Samuel, étudiant, 21 ans. «Je suis en train de me rendre dans la salle de bain quand j'entends des coups de feu. Par la fenêtre, je vois deux hommes cagoulés et ultra-armés se précipiter vers notre dortoir. Je fonce me cacher dans les toilettes où d'autres étudiants terrifiés se sont déjà réfugiés. Puis on entend des tirs, des cris, des tirs, des supplications, encore des tirs. A 8 h 30, on entend un policier nous dire de sortir. On quitte les toilettes, mais les assaillants continuent à tirer. Une balle me transperce la cuisse. Je tombe. Je ne peux plus bouger. Les policiers sont dépassés et partent s'abriter. Un tueur veut m'achever. C'est un ami qui prend devant mes yeux la balle dans la tête, il tombe devant moi. Puis je rampe longuement jusqu'où les policiers et les militaires sont retranchés.»

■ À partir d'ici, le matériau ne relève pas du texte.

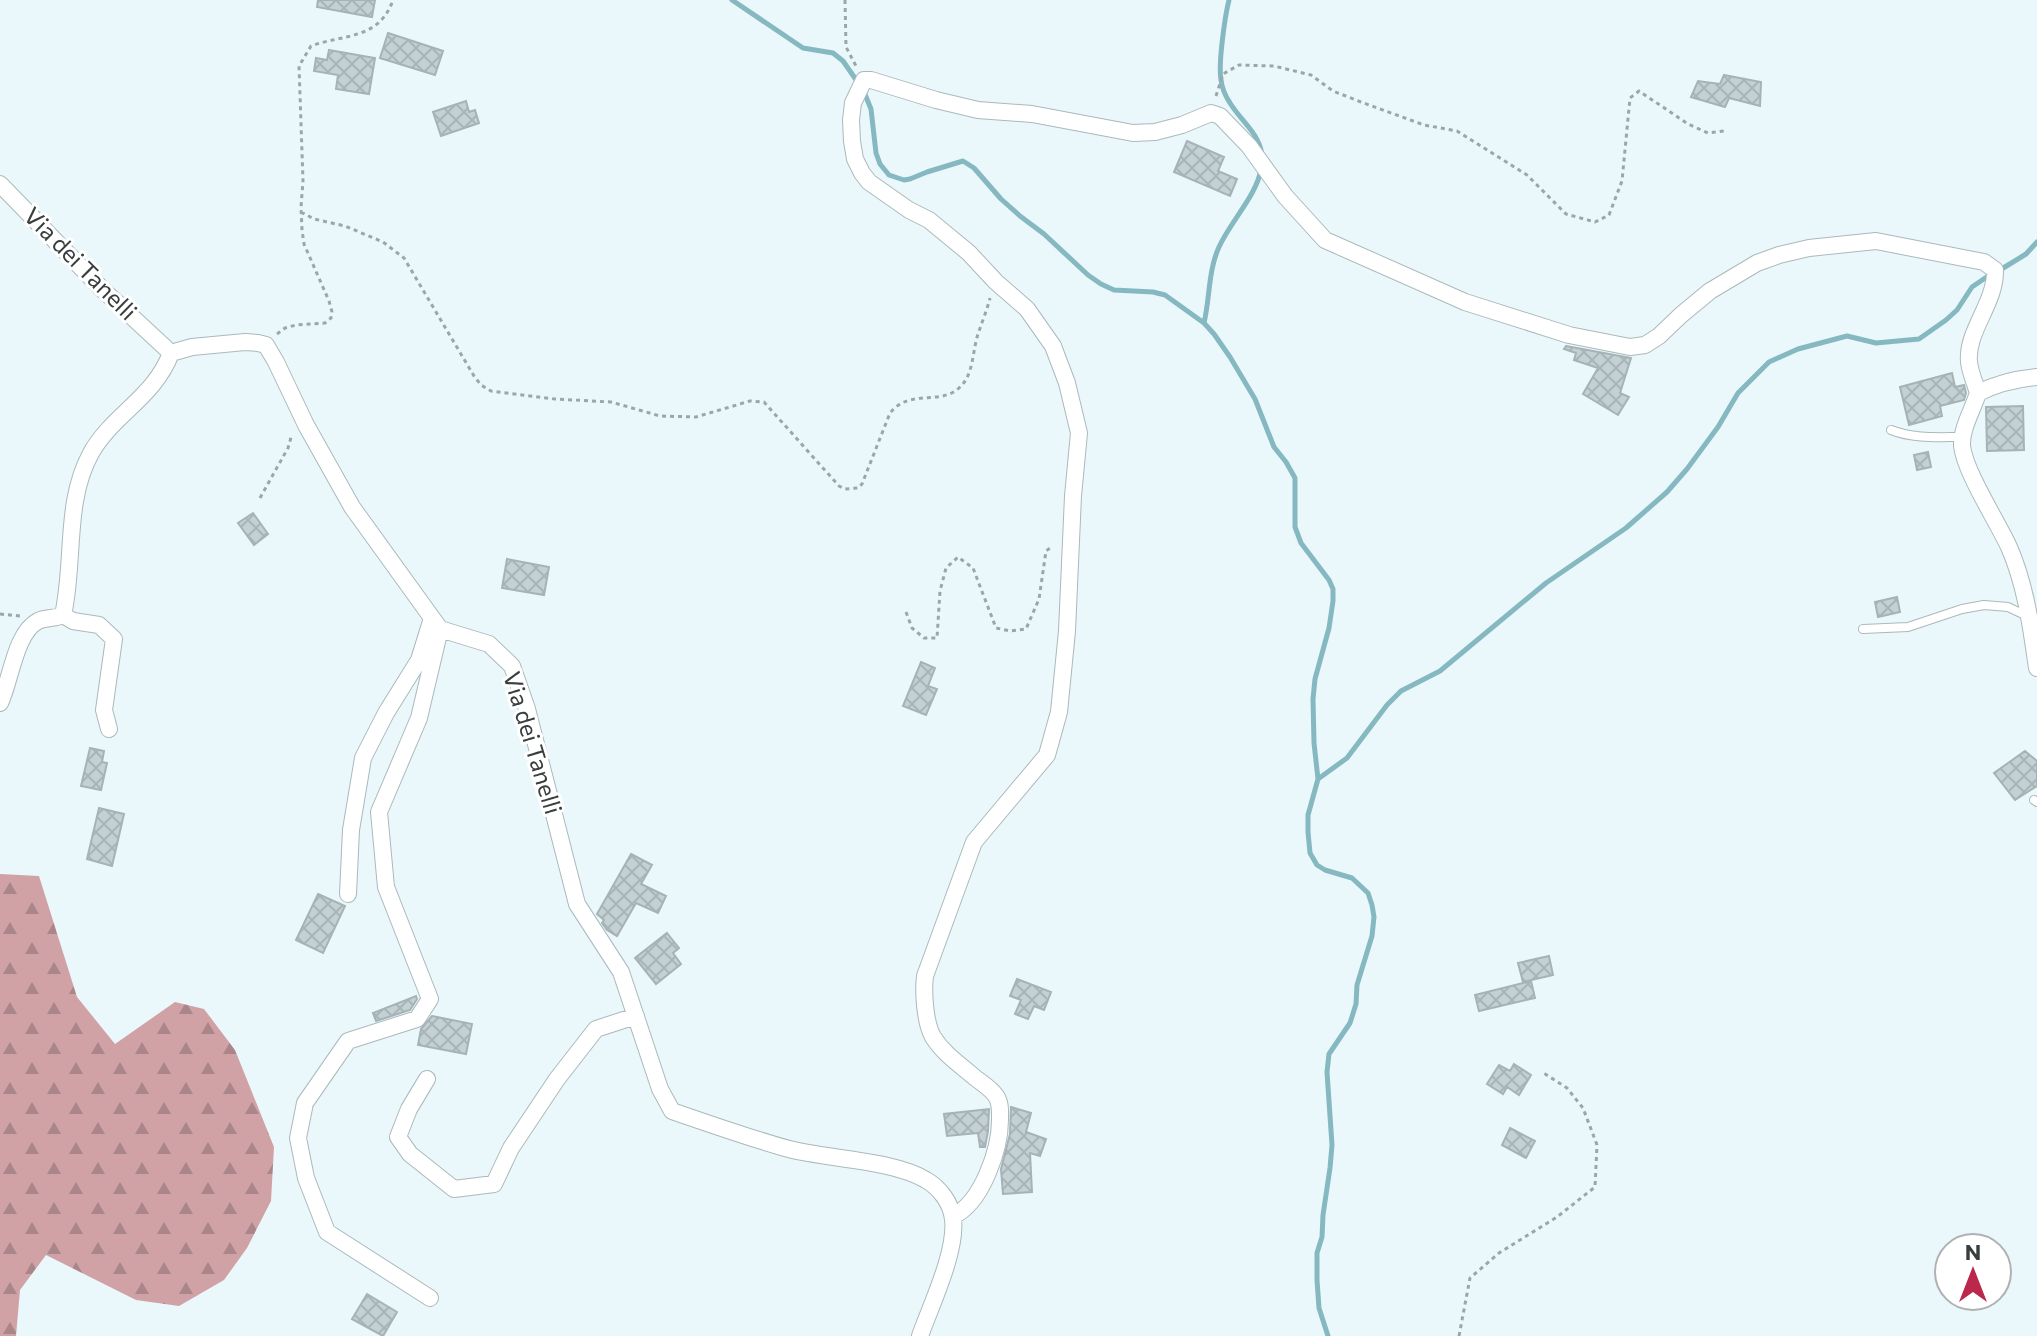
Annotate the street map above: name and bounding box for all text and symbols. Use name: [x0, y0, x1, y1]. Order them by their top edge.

Milicent, étudiante. «Ils hurlaient en nous disant d'arrêter de payer des impôts, qui permettent au gouvernement d'acheter des armes aux forces armées qui agissent en Somalie. Ils disaient qu'ils allaient nous tuer avec ces mêmes armes, récupérées sur des militaires kényans. Ils nous tourmentaient en disant que les agents de sécurité avaient été incapables de nous sauver. J'ai survécu en récupérant du sang d'autres étudiants massacrés autour de moi, et j'en ai mis partout sur ma tête et mes mains alors qu'ils ne restait plus qu'un assaillant dans la salle et que les autres étaient montés dans les étages supérieurs. Je suis enceinte de huit mois, mais j'ai joué la morte pendant plus de dix heures. Le dernier terroriste s'est fait sauter quand il a su que les autres s'étaient fait tuer…»
Amuna, étudiant, 20 ans. «"Nous ne craignons pas la mort, cela va être de bonnes vacances de Pâques pour nous", ont hurlé les shebab avant de séparer les musulmans des non-musulmans en fonction de leurs habits. Les premiers ont eu la vie sauve, pas les seconds. Les tueurs ordonnaient aux gens d'appeler chez eux pour dire : "Nous mourons parce que Uhuru [Kenyatta, le président kényan] persiste à rester en Somalie." Après avoir appelé leurs parents, ils étaient tués, et puis c'était le silence…»
Reuben, infirmier, 32 ans. «Nous avons donné les premiers soins pendant les combats. Des soldats se faisaient tirer dessus juste devant nous, comme les victimes retenues en otage. Et puis nous sommes allés dans les couloirs. Ce que nous avons vu était bien trop horrible pour être imaginé et, pourtant, nous l'avons vu. Nous avons vu des gens dont les têtes avaient été soufflées, avec des blessures par balles partout, le tout dans un désordre effroyable Tout le monde avait l'air mort mais, alors que nous parlions, des étudiants qui se cachaient depuis des heures sont sortis – certains de placards, d'autres du plafond. Les femmes ont dit que les assaillants criaient en swahili, en même temps qu'ils tiraient sur les hommes : "Nous sommes venus pour tuer et pour être tués" […] Puis ils ont dit aux femmes de "nager dans le sang".»